A third example would be If Joe and Sue don’t have the expertise to do the work themselves. They might contact a friend or two, or former co-workers, and ask them to put in some time (the classic example being to develop the code for a tech product). They don’t have any cash to pay these contractors, so they offer them stock. In the early days when the valuation is minimal, this may not be a problem. But if there is a valuation event as above, the ten or twenty thousand shares these contractors receive could be valued in the tens of thousands of dollars and guess what? They’ll have to pay tax on the receipt of that stock, even though they received no cash with which to pay the tax.
Fortunately, there are several ways to avoid this problem or at least reduce the tax hit:
- Form the corporation early on, when valuation is basically zero, and the founders can pay a nominal amount for their stock. In this way the few thousand dollars the founders put in will be considered valid payment for the millions (or hundreds of thousands) of shares they are issued.
- In the same vein, when the valuation is this low, you can grant contractors shares and their tax bill will be so low, it doesn’t matter (the value of the shares might be, say $100 or a few hundred dollars, and either they can pay the tax on that amount, or the company can bonus them the cash to pay the tax)
- If it’s too late for the above, the founders can contribute property (usually intellectual property) rather than cash; but the IP must be “mature” IP or it isn’t really property.
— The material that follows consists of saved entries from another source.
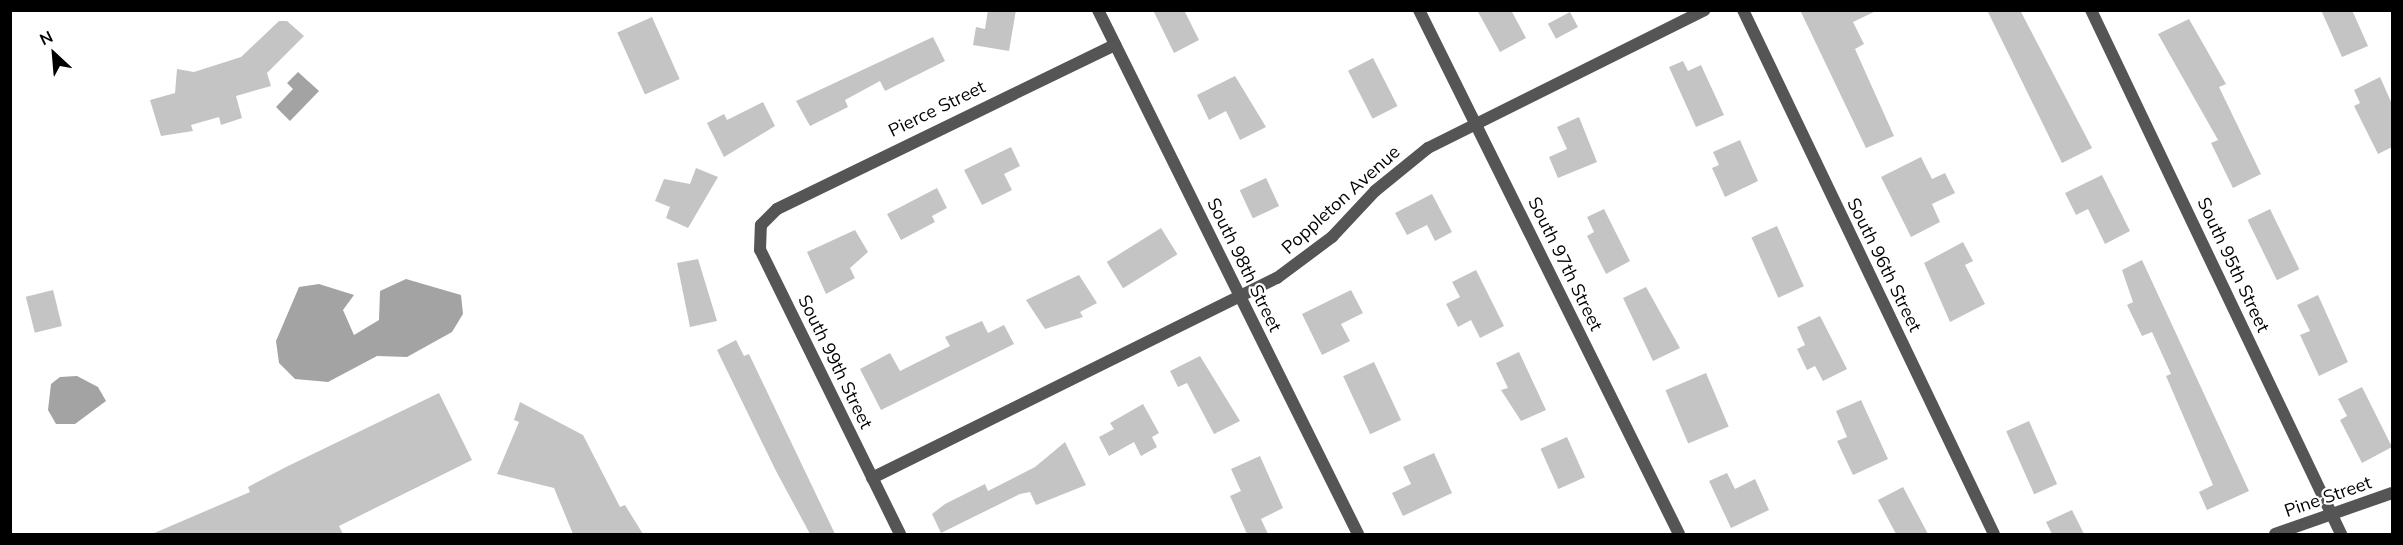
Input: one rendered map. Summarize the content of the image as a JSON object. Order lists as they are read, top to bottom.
{
  "streets": {
    "street": [
      "Pierce Street",
      "Poppleton Avenue",
      "South 97th Street",
      "South 98th Street",
      "South 96th Street",
      "South 95th Street",
      "South 99th Street",
      "Pine Street"
    ]
  },
  "crossings": [
    ["Pierce Street", "South 98th Street"],
    ["Pierce Street", "South 99th Street"],
    ["Poppleton Avenue", "South 97th Street"],
    ["Poppleton Avenue", "South 98th Street"],
    ["Poppleton Avenue", "South 99th Street"],
    ["South 95th Street", "Pine Street"]
  ],
  "north": "top left"
}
Be careful with this, because the IRS might argue they are really contributing the time and effort to turn the alleged IP into something marketable, and the stock is compensation for that time and effort.
- Just go ahead and grant sweat equity and pay the tax if it’s not too much (often the company gives the contractor or employee a “bonus” to pay the tax)
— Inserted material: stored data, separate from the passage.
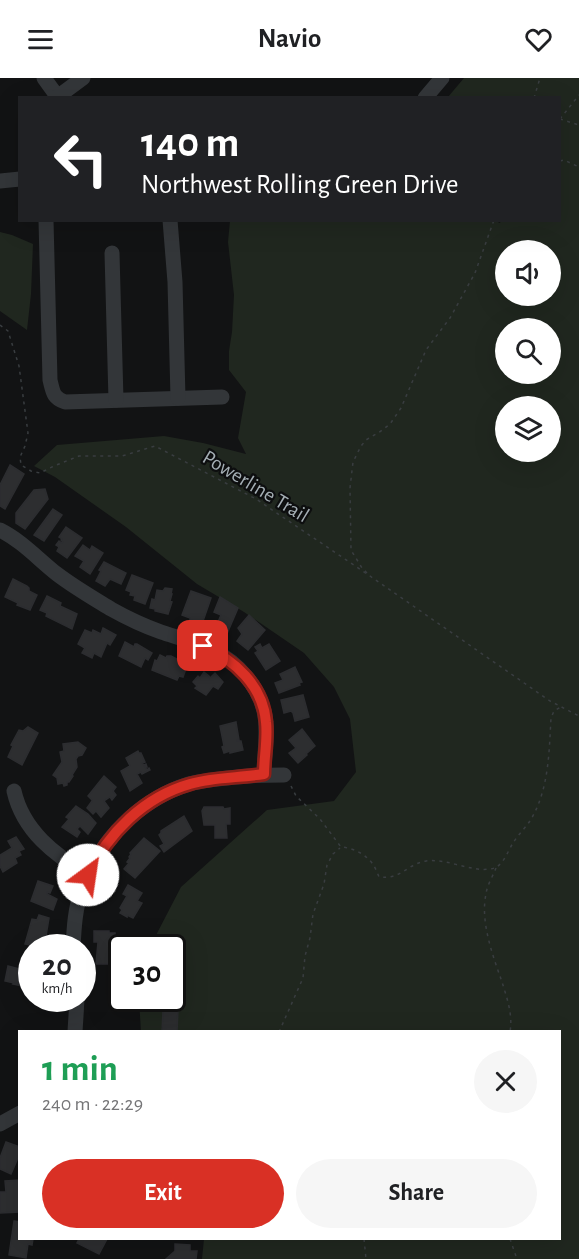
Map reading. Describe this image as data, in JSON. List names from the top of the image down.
{
  "streets": {
    "path": ["Powerline Trail"]
  },
  "page": {
    "header": "Navio",
    "turn": ["140 m", "Northwest Rolling Green Drive"],
    "speed": "20 km/h",
    "limit": "30",
    "heading": ["1 min", "240 m · 22:29"],
    "buttons": ["Exit", "Share"]
  }
}
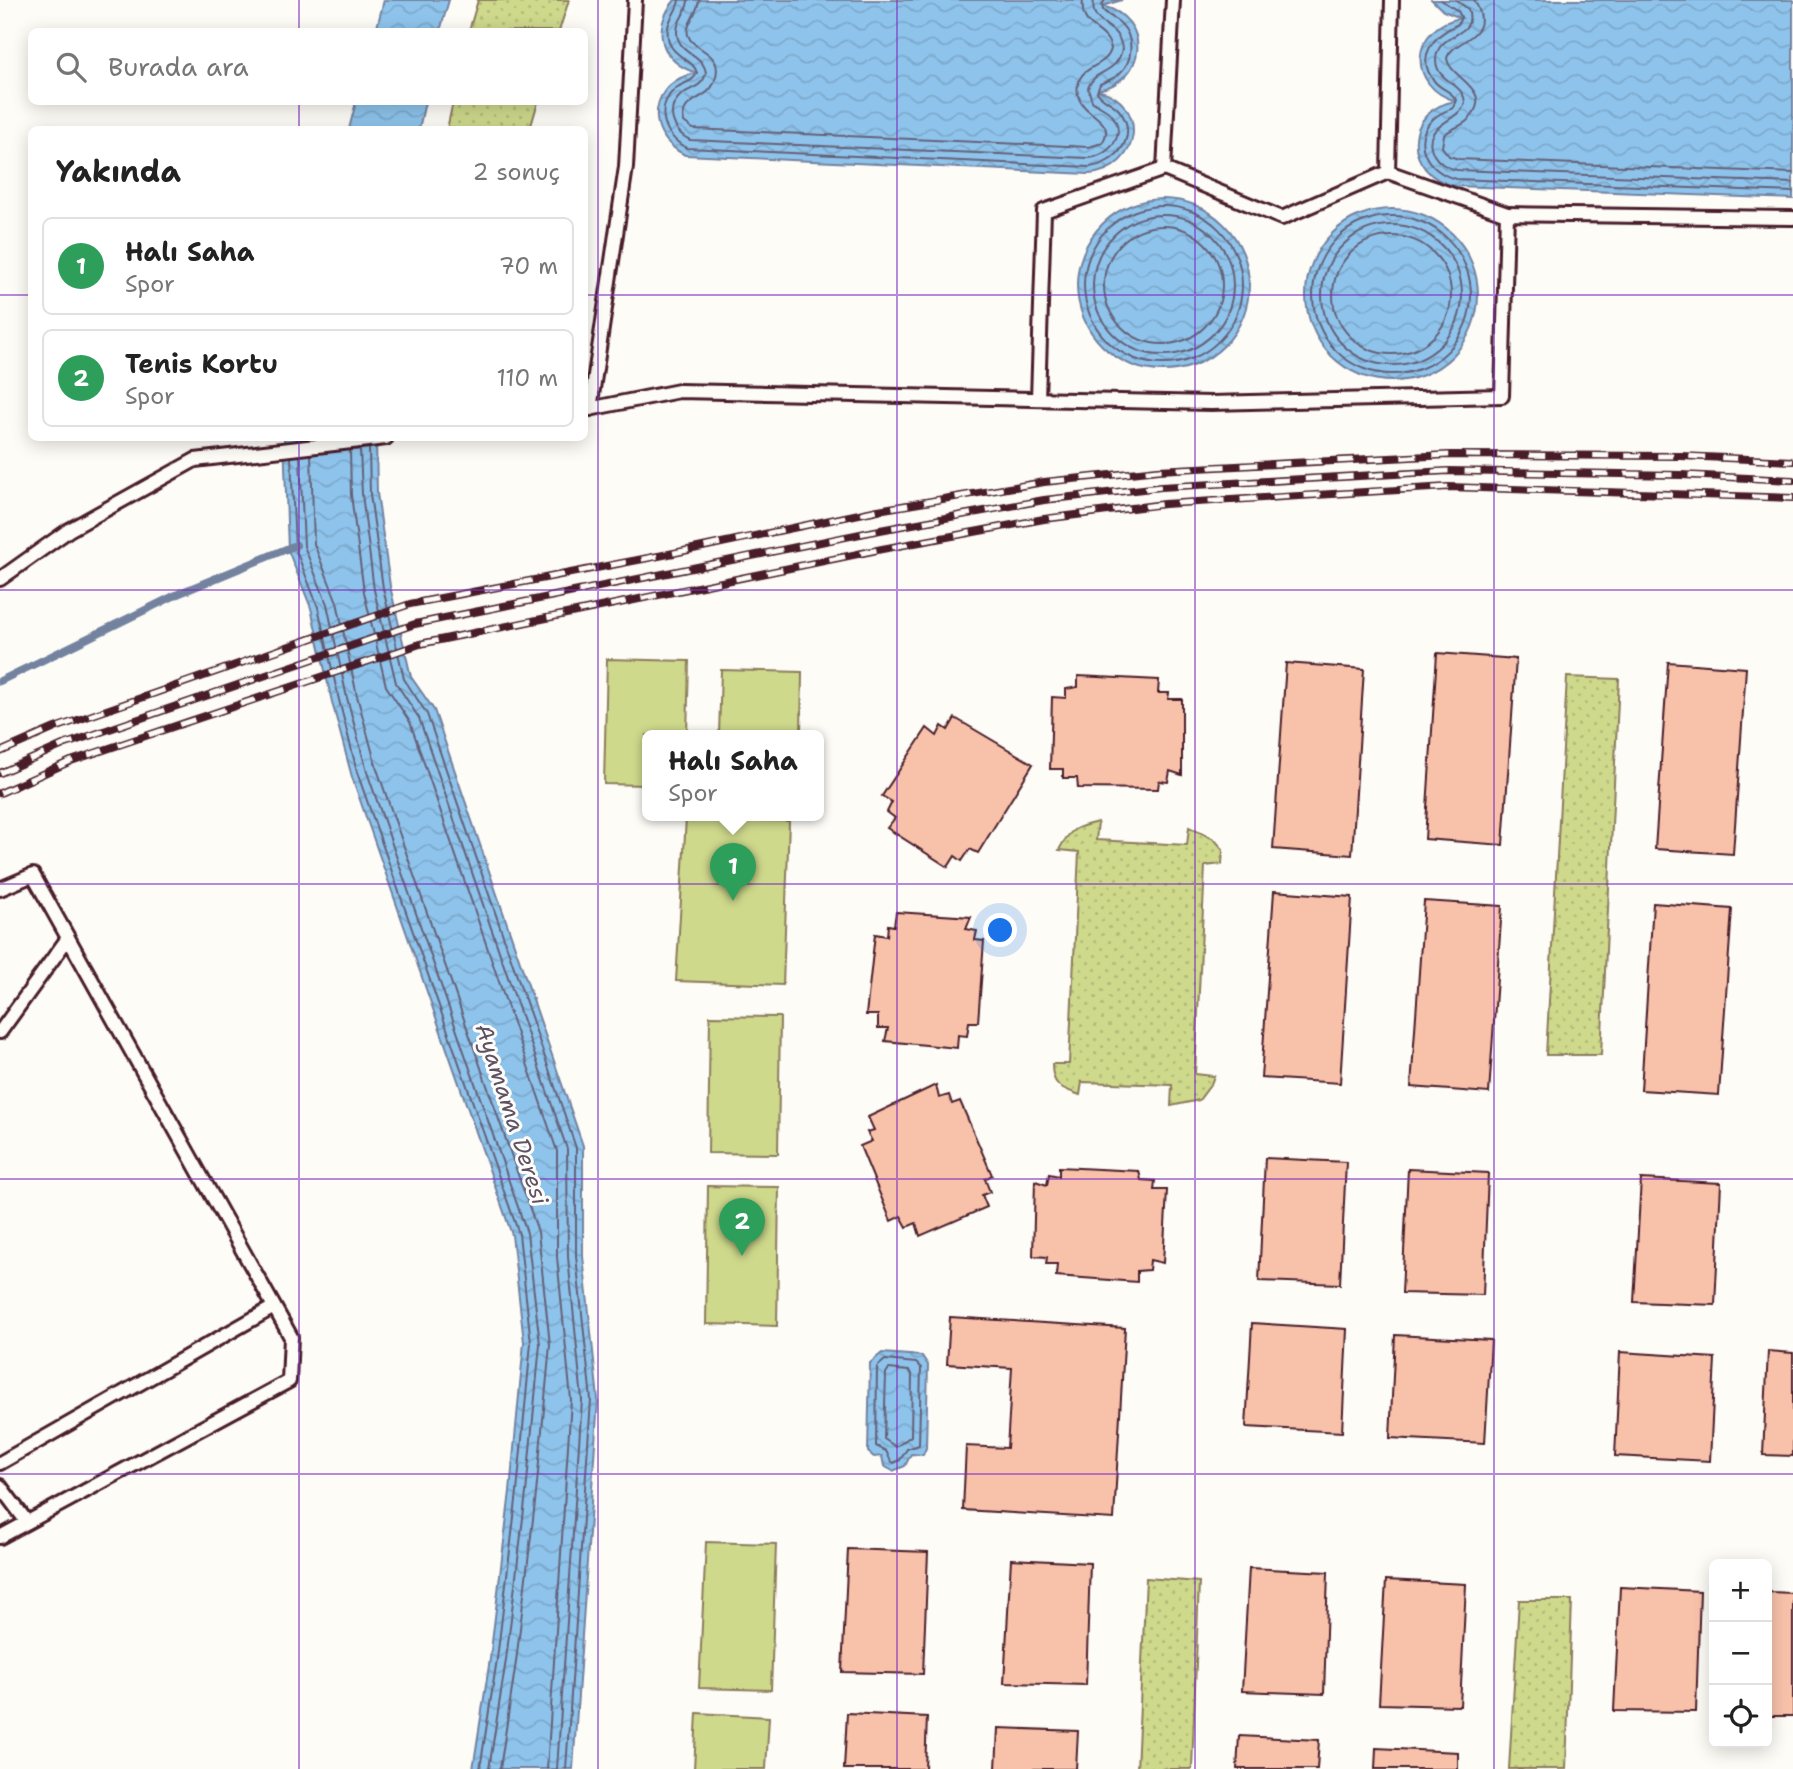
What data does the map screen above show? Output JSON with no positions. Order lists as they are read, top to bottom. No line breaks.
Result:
{"water":["Ayamama Deresi"],"page":{"search":"Burada ara","heading":["Yakında","2 sonuç"],"list":[{"mark":"1","name":"Halı Saha","note":"Spor","value":"70 m"},{"mark":"2","name":"Tenis Kortu","note":"Spor","value":"110 m"}],"popup":["Halı Saha","Spor"],"pins":["1","2"],"map_buttons":["+","−"]}}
- Instead of shares, grant the person stock options. If the recipient is an employee, and the business is a corporation, they can receive “incentive stock options” so that, if certain conditions are met, there is no tax until they sell the shares. If a contractor, they will get “unqualified” (or “nonstatutory”) options, in which case they pay some tax when they exercise the options plus tax on the gain when they sell the shares. If the business is an LLC, it can issue what are called “profits interests” which in many ways mimic stock options (including that they are not taxable upon grant)
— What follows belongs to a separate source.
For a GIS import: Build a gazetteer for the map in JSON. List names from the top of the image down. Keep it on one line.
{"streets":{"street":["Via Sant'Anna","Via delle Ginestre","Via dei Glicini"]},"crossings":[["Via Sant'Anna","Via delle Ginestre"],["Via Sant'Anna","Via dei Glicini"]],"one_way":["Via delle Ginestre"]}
- If the potential problem is that shares are being issued to outside investors at a (moderately) high valuation, thereby valuing the “sweat equity” stock too high for tax purposes, it can help to issue the investors preferred stock and the sweat equity recipients common, which has a much lower valuation than preferred. This will not eliminate, but can substantially reduce, the tax owed.
- There are other more esoteric methods to grant service providers a stake in the upside, such as phantom stock or revenue share arrangements, but the above are the most common.
To summarize, it’s important to remember that stock for no cash (or “sweat equity”) is generally considered compensation for services and is taxable as such. The obstacles are not insurmountable but require an awareness of the potential issue, and some good planning to avoid or reduce the tax hit.
This article is not intended and should not be relied upon as legal or tax advice pertaining to any specific matter. You are encouraged to seek competent legal and tax counsel prior to implementing any specific transaction.